Welcome to Cal Performances’ 2025–26 season, a busy schedule that promises to spotlight fresh viewpoints, captivating stories, and breathtaking talent in presentations with the power to expand the boundaries of the performing arts and inspire one and all to engage more deeply with the world around us. From now into early May, you’ll find an array of artists representing the very best in the worlds of music, dance, and theater.

During these first weeks of the season, we’ll welcome—to name only a few!—artists as accomplished as countertenor Aryeh Nussbaum; pianists Daniil Trifonov and Nobuyuki Tsujii; superstar mezzo-soprano Anne Sofie von Otter in concert with the brilliant keyboardist Kristian Bezuidenhout, and the Bay Area’s own beloved and renowned Kronos Quartet.

A major season highlight promises to be the October North American premiere of trailblazing choreographer Hofesh Shechter’s new Red Carpet with an extraordinary troupe of dancers from the legendary Paris Opera Ballet. Earlier this summer, I had the chance to witness this thrilling production at Paris’ storied Palais Garnier, and I can assure you that this is one production you definitely will not want to miss.

We’ll also see the return of Víkingur Ólafsson as our 2025–26 Artist in Residence. The revered Icelandic pianist appears in October as soloist in two concerts with London’s extraordinary Philharmonia Orchestra under the baton of principal conductor Santtu-Matias Rouvali, and returns to our stage for a solo recital in the spring. (For more on Ólafsson and his UC Berkeley residency this season, please see Thomas May’s feature article, beginning on the next page.)

The full season lineup continues with a wide range of talent including conductor Riccardo Muti and the Chicago Symphony Orchestra; pianists Jeremy Denk and Alexandre Kantorow; vocalists Joyce DiDonato and Renée Fleming; the Takács String Quartet; early-music superstars The English Concert, Jordi Savall, and The Tallis Scholars; jazz greats Cécile McLorin Salvant and Somi; family events like Disney’s MOANA Live-To-Film Concert and special Thanksgiving weekend dates with MOMIX; and appearances by Silkroad Ensemble with Rhiannon Giddens, the Vienna Boys Choir, and Broadway diva Kelli O’Hara.

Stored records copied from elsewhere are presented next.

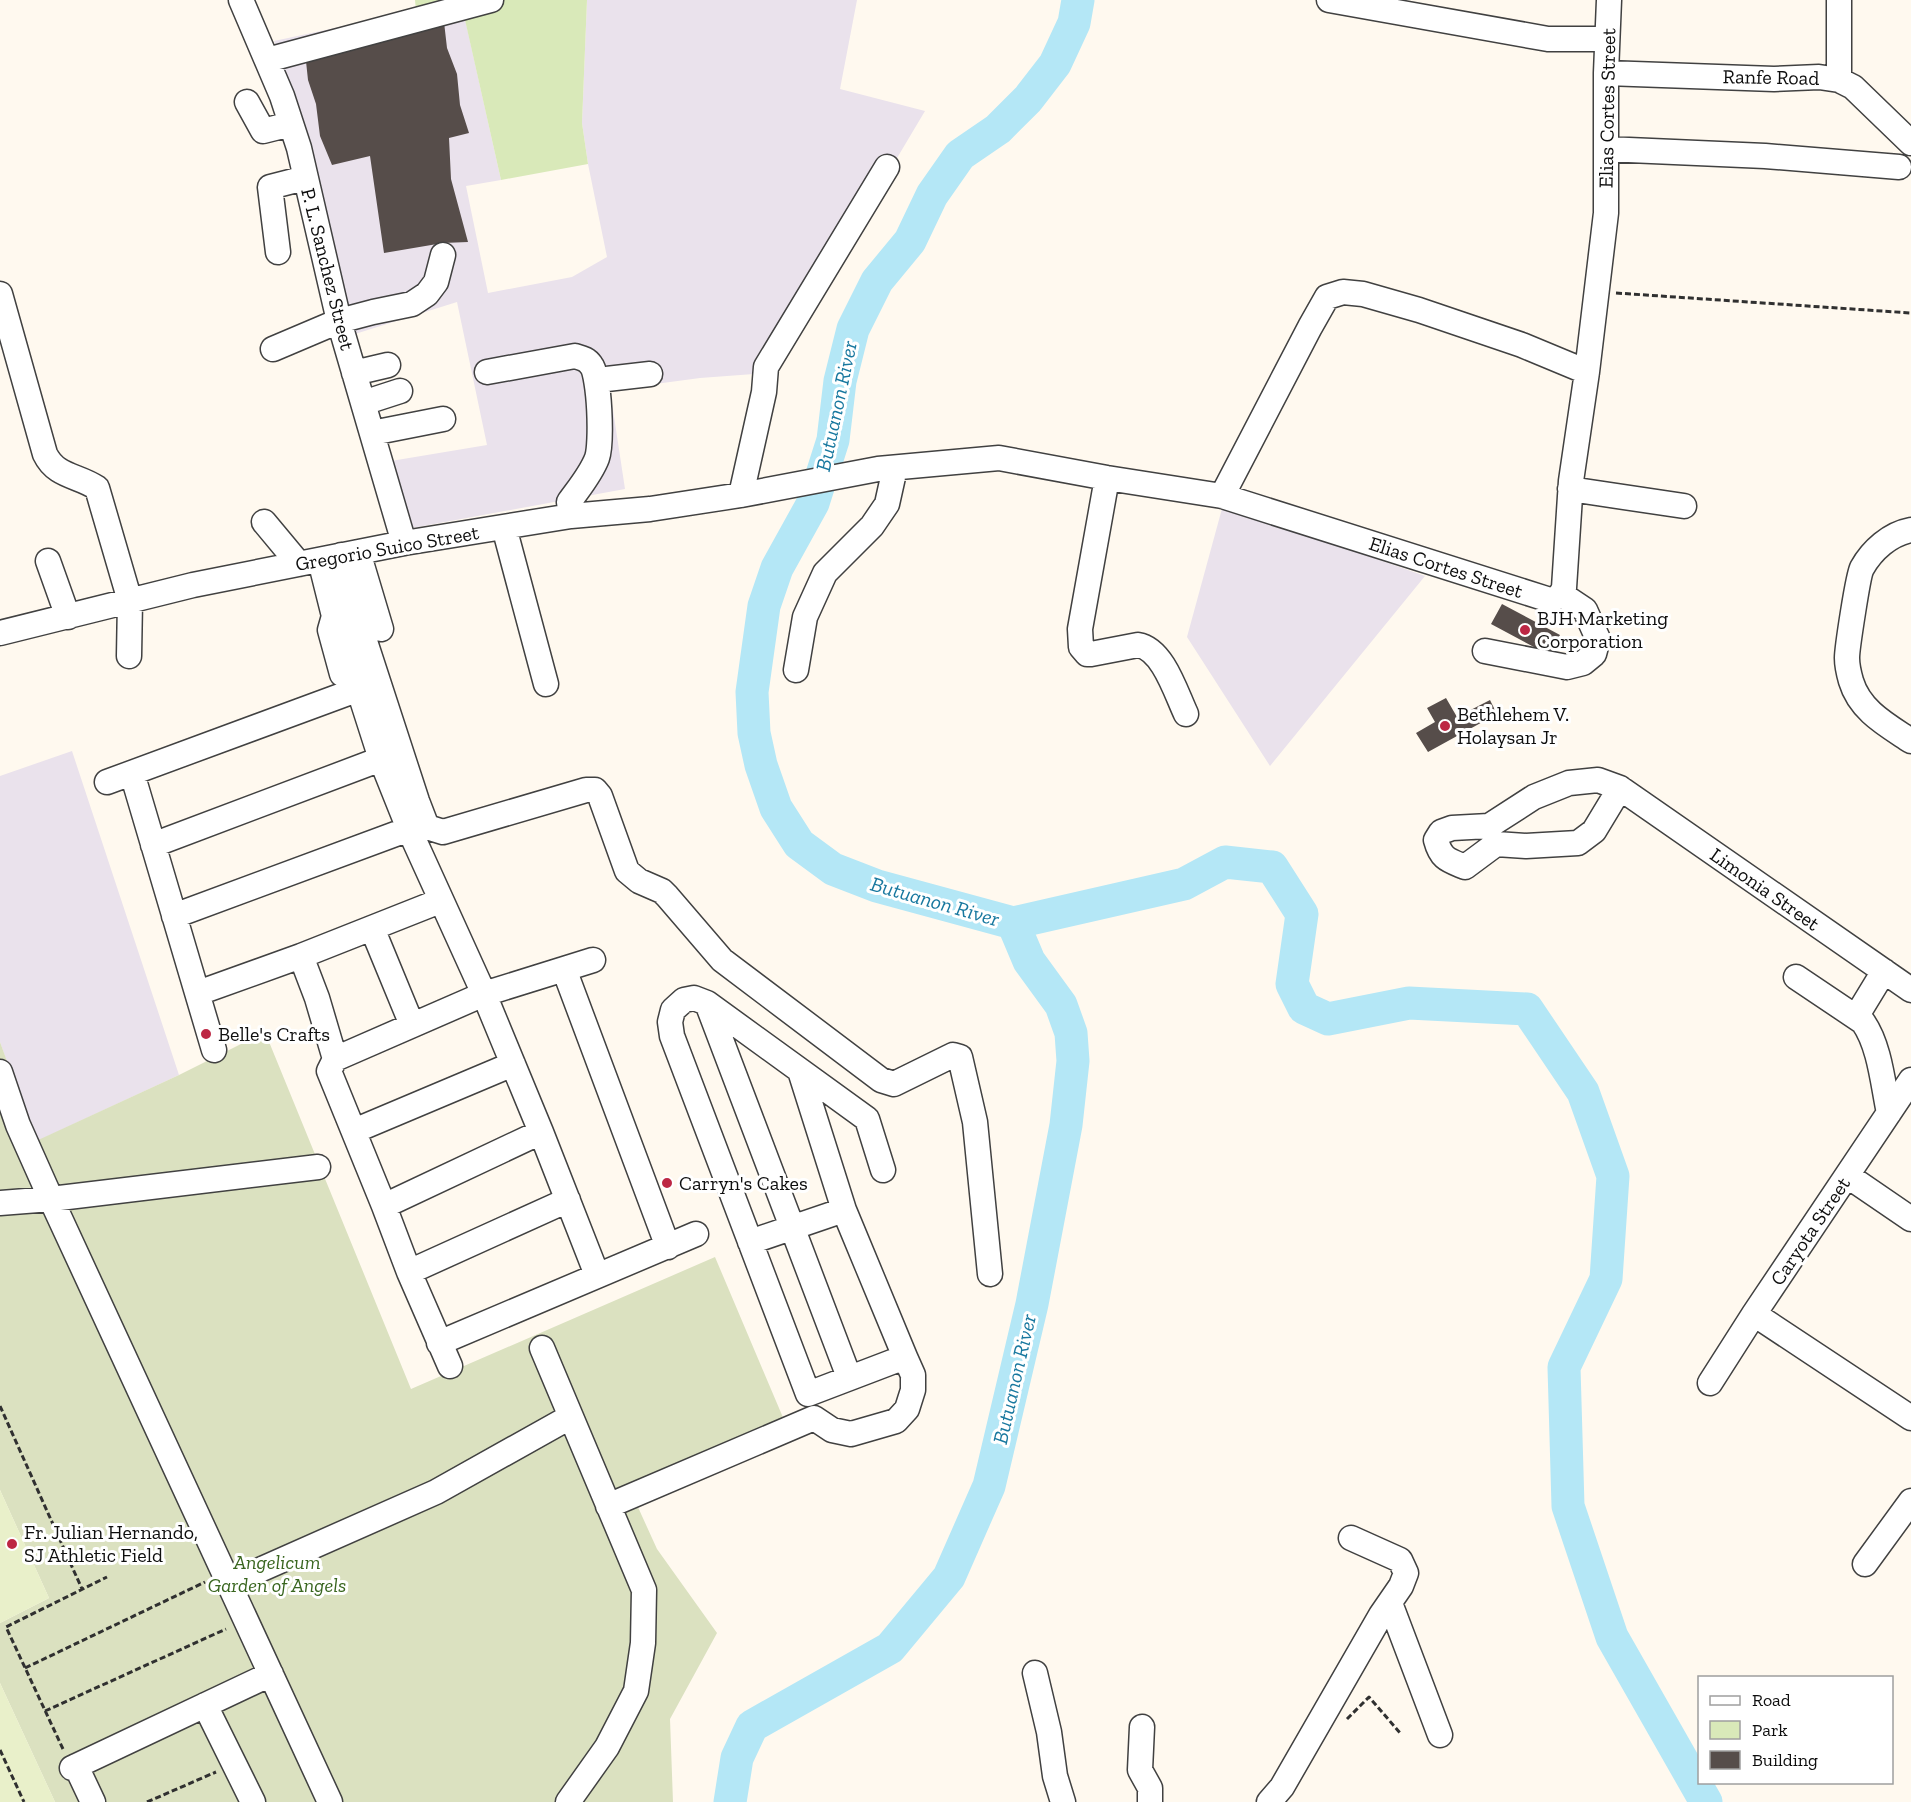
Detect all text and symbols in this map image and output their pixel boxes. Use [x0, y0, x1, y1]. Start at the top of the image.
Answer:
street label: Elias Cortes Street [1594, 27, 1620, 188]
street label: Ranfe Road [1722, 64, 1820, 90]
street label: P. L. Sanchez Street [296, 185, 360, 353]
water label: Butuanon River [810, 338, 862, 473]
street label: Gregorio Suico Street [293, 520, 481, 576]
street label: Elias Cortes Street [1366, 531, 1526, 603]
place label: BJH Marketing Corporation [1537, 606, 1668, 653]
marker: BJH Marketing Corporation [1518, 623, 1532, 637]
place label: Bethlehem V. Holaysan Jr [1457, 702, 1569, 749]
marker: Bethlehem V. Holaysan Jr [1438, 719, 1452, 733]
street label: Limonia Street [1706, 842, 1825, 936]
water label: Butuanon River [868, 871, 1003, 932]
place label: Belle's Crafts [218, 1022, 330, 1046]
marker: Belle's Crafts [199, 1027, 213, 1041]
place label: Carryn's Cakes [679, 1171, 808, 1195]
street label: Caryota Street [1765, 1172, 1855, 1290]
marker: Carryn's Cakes [660, 1176, 674, 1190]
water label: Butuanon River [987, 1311, 1041, 1446]
place label: Fr. Julian Hernando, SJ Athletic Field [24, 1520, 198, 1567]
marker: Fr. Julian Hernando, SJ Athletic Field [5, 1537, 19, 1551]
park label: Angelicum Garden of Angels [208, 1550, 346, 1597]
legend [1698, 1676, 1893, 1784]
text: Road [1752, 1689, 1791, 1711]
text: Park [1752, 1719, 1788, 1741]
text: Building [1752, 1749, 1818, 1771]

Following the visit by the Paris Opera Ballet, our acclaimed dance series is further distinguished by genre-defining artists and major new productions including the Martha Graham Dance Company celebrating its centennial; The Joffrey Ballet in an otherworldly celebration of the 
traditional Scandinavian solstice festival; the long-awaited Cal Performances debut of A.I.M by Kyle Abraham; and, of course, return engagements with the Alvin Ailey American Dance Theater and the Mark Morris Dance Group.

And there’s so much more! I encourage you to visit our website and check out the interactive season brochure that has been designed to provide the best possible online reading experience; this dynamic tool has also been configured to map perfectly to your device, whether it’s a desktop, laptop, or mobile. Please take a look today!

As you explore the calendar, I recommend you pay particular attention to our 2025–26 Illuminations theme of “Exile & Sanctuary,” a series of offerings focusing on how issues of displacement can inform bold new explorations of identity and community; and how artistic expression can offer safe harbor during times of unrest or upheaval—an idea I hope will ring true for each performance you experience this season.

The opportunity to engage with diverse artistic perspectives and share the transformative power of the live performing arts is one of life’s greatest pleasures, and I look forward to encountering these profound and entertaining experiences with you in the months ahead.

Jeremy Geffen

Jeremy Geffen
Executive and Artistic Director, Cal Performances

About Cal Performances

Need Help?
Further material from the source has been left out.